Exercise brief: All lines from the one containing "of the screenshot" through the final line of the listing below are to be retyped exactly; nothing else goes in the result.

Available data:
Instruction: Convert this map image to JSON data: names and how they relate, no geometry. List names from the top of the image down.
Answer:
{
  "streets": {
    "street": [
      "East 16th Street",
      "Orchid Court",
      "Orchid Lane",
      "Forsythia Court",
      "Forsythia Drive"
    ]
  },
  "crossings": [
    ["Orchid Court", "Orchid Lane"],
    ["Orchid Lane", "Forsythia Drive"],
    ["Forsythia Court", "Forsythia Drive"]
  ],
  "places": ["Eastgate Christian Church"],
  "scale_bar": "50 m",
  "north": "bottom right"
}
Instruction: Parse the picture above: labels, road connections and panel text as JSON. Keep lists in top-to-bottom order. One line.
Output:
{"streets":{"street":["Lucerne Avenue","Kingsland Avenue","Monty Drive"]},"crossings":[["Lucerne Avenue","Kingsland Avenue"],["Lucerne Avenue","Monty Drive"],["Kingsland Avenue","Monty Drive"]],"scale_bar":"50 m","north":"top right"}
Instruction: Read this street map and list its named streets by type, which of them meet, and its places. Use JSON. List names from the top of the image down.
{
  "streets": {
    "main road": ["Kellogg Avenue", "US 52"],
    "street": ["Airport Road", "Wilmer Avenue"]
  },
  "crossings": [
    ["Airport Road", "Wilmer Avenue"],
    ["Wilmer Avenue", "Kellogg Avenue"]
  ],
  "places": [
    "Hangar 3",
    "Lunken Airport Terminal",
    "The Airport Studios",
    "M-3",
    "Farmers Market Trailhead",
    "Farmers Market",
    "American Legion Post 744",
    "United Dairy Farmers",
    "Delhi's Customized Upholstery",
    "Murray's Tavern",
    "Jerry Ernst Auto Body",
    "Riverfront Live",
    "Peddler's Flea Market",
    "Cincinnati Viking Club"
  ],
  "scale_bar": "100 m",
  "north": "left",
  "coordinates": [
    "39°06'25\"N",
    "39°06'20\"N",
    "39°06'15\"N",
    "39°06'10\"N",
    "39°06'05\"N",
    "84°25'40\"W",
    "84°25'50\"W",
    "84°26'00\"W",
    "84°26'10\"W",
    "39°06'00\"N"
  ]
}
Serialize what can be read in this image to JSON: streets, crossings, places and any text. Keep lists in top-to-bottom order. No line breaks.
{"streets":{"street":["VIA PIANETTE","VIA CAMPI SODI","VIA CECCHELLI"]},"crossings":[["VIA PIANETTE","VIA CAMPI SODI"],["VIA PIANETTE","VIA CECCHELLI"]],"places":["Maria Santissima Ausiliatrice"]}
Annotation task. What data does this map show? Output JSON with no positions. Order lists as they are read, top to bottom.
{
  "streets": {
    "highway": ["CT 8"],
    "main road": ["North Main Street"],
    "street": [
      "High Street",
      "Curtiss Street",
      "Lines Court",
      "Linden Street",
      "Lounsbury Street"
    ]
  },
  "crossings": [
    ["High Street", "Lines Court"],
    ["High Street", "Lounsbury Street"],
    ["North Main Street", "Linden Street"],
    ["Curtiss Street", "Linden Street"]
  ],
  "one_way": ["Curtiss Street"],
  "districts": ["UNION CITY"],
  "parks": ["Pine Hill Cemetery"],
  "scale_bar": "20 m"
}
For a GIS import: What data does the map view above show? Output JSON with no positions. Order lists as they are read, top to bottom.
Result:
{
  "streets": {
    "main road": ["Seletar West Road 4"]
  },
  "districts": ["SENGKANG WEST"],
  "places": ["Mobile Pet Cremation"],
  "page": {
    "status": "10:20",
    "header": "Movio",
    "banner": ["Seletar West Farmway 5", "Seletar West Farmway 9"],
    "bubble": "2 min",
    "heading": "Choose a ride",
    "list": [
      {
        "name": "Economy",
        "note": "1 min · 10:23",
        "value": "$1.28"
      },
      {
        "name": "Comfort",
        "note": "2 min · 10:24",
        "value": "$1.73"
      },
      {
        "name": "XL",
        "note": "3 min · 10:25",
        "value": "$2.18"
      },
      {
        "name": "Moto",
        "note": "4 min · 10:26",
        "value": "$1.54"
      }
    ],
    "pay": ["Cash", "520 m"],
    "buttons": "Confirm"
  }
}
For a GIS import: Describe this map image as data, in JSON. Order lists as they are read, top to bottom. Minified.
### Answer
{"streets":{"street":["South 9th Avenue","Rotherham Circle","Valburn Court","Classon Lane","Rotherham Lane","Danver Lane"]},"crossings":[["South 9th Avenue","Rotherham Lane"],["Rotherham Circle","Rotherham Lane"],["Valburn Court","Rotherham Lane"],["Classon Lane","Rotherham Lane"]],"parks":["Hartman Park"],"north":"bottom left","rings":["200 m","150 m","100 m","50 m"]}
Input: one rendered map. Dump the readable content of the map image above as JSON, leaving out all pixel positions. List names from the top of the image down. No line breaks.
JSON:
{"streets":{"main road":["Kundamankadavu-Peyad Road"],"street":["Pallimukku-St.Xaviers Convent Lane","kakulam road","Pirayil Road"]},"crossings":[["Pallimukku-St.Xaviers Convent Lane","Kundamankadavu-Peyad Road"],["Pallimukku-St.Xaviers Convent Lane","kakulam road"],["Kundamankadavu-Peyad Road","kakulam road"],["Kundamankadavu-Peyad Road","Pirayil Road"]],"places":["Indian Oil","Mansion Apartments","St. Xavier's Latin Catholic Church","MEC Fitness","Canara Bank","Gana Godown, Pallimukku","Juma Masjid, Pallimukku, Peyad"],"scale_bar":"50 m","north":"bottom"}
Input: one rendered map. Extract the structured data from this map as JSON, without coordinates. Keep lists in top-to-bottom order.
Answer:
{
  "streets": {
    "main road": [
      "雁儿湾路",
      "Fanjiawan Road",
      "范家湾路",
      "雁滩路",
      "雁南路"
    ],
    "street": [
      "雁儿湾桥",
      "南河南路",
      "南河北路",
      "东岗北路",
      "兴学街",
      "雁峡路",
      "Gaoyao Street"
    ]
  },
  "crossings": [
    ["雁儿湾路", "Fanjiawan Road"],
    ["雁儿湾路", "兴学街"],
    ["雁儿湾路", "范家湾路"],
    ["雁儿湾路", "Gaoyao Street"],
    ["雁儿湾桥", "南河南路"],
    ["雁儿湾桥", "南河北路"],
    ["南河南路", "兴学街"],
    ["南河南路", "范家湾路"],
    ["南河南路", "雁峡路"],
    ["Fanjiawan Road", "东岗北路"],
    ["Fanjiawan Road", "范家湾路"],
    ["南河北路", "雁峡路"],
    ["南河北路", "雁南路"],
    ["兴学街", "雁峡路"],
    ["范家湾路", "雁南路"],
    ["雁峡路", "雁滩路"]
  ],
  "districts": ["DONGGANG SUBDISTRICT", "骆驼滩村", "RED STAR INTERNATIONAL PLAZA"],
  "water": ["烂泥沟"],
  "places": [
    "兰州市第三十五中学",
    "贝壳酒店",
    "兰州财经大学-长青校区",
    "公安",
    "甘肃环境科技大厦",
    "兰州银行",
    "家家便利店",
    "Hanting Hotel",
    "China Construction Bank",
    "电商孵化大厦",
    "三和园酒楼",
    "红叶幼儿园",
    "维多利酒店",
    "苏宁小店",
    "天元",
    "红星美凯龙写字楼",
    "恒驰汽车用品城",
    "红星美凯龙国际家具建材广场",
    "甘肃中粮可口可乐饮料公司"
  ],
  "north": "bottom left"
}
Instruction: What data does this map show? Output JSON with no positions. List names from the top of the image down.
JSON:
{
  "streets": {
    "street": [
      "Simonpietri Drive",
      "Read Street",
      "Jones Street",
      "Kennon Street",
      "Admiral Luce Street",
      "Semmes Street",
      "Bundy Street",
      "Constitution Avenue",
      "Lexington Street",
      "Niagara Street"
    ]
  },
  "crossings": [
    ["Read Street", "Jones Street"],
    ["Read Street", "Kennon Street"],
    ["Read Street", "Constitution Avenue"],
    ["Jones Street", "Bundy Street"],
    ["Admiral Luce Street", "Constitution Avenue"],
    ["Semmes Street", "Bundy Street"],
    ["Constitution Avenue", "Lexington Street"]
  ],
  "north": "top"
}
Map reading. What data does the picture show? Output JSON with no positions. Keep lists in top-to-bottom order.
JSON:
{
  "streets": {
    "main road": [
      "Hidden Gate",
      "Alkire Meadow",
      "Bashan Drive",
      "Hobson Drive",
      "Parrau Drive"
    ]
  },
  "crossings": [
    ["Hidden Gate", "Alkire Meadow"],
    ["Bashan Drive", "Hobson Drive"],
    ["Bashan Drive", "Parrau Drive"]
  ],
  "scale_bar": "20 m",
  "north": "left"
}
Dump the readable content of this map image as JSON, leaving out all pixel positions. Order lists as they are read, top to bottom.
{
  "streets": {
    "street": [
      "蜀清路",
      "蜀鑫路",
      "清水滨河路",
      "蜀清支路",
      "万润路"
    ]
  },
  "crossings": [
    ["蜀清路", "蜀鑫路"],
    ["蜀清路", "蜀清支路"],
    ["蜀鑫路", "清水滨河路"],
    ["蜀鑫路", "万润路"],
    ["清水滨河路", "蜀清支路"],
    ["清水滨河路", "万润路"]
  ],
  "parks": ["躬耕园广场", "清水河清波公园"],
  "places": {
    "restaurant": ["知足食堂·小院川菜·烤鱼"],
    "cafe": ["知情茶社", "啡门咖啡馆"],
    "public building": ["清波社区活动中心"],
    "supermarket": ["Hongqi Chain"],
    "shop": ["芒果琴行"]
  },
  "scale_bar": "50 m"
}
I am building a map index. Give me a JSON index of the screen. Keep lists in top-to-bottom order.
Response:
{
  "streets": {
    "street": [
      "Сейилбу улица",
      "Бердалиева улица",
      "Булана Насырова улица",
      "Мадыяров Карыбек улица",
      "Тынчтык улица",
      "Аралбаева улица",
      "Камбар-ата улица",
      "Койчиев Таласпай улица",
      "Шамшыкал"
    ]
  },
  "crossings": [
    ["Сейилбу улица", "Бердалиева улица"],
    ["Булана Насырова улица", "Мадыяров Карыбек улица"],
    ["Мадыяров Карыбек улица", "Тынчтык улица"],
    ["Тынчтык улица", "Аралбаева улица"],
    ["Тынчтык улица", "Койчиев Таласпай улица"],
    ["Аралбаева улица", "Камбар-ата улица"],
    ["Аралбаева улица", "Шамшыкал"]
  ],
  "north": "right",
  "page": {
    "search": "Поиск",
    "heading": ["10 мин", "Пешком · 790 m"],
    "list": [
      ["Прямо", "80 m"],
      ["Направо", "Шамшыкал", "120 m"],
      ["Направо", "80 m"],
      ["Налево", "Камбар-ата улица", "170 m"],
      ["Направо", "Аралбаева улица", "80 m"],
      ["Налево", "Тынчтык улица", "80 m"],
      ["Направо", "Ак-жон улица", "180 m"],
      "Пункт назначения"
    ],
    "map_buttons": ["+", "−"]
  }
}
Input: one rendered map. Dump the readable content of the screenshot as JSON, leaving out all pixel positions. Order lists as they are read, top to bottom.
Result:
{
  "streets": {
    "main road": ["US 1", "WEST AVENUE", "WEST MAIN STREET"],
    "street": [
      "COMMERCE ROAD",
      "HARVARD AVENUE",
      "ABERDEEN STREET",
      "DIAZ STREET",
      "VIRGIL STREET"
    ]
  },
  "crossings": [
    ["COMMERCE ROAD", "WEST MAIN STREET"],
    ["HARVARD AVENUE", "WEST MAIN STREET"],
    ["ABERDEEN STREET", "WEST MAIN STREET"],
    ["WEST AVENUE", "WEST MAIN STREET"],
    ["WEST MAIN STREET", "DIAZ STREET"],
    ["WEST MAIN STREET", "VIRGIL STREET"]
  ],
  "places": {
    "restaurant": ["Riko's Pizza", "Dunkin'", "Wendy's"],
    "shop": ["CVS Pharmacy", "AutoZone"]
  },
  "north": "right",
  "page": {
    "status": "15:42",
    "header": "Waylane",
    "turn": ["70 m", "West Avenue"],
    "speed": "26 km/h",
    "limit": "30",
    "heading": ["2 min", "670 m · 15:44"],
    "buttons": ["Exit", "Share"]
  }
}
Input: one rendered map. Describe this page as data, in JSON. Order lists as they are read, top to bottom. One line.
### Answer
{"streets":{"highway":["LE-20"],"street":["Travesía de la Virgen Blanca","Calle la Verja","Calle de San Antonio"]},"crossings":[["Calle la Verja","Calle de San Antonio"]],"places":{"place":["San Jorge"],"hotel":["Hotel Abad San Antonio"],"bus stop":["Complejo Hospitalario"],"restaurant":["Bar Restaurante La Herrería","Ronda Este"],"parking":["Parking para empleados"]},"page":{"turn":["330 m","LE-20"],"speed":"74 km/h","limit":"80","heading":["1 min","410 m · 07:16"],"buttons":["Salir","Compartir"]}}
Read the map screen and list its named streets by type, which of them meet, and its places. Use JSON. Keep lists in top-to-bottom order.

Result of the task:
Input: one rendered map. Dump the readable content of the screenshot as JSON, leaving out all pixel positions. Order lists as they are read, top to bottom.
Result:
{
  "streets": {
    "main road": ["US 1", "WEST AVENUE", "WEST MAIN STREET"],
    "street": [
      "COMMERCE ROAD",
      "HARVARD AVENUE",
      "ABERDEEN STREET",
      "DIAZ STREET",
      "VIRGIL STREET"
    ]
  },
  "crossings": [
    ["COMMERCE ROAD", "WEST MAIN STREET"],
    ["HARVARD AVENUE", "WEST MAIN STREET"],
    ["ABERDEEN STREET", "WEST MAIN STREET"],
    ["WEST AVENUE", "WEST MAIN STREET"],
    ["WEST MAIN STREET", "DIAZ STREET"],
    ["WEST MAIN STREET", "VIRGIL STREET"]
  ],
  "places": {
    "restaurant": ["Riko's Pizza", "Dunkin'", "Wendy's"],
    "shop": ["CVS Pharmacy", "AutoZone"]
  },
  "north": "right",
  "page": {
    "status": "15:42",
    "header": "Waylane",
    "turn": ["70 m", "West Avenue"],
    "speed": "26 km/h",
    "limit": "30",
    "heading": ["2 min", "670 m · 15:44"],
    "buttons": ["Exit", "Share"]
  }
}
Input: one rendered map. Describe this page as data, in JSON. Order lists as they are read, top to bottom. One line.
### Answer
{"streets":{"highway":["LE-20"],"street":["Travesía de la Virgen Blanca","Calle la Verja","Calle de San Antonio"]},"crossings":[["Calle la Verja","Calle de San Antonio"]],"places":{"place":["San Jorge"],"hotel":["Hotel Abad San Antonio"],"bus stop":["Complejo Hospitalario"],"restaurant":["Bar Restaurante La Herrería","Ronda Este"],"parking":["Parking para empleados"]},"page":{"turn":["330 m","LE-20"],"speed":"74 km/h","limit":"80","heading":["1 min","410 m · 07:16"],"buttons":["Salir","Compartir"]}}
Read the map screen and list its named streets by type, which of them meet, and its places. Use JSON. Keep lists in top-to-bottom order.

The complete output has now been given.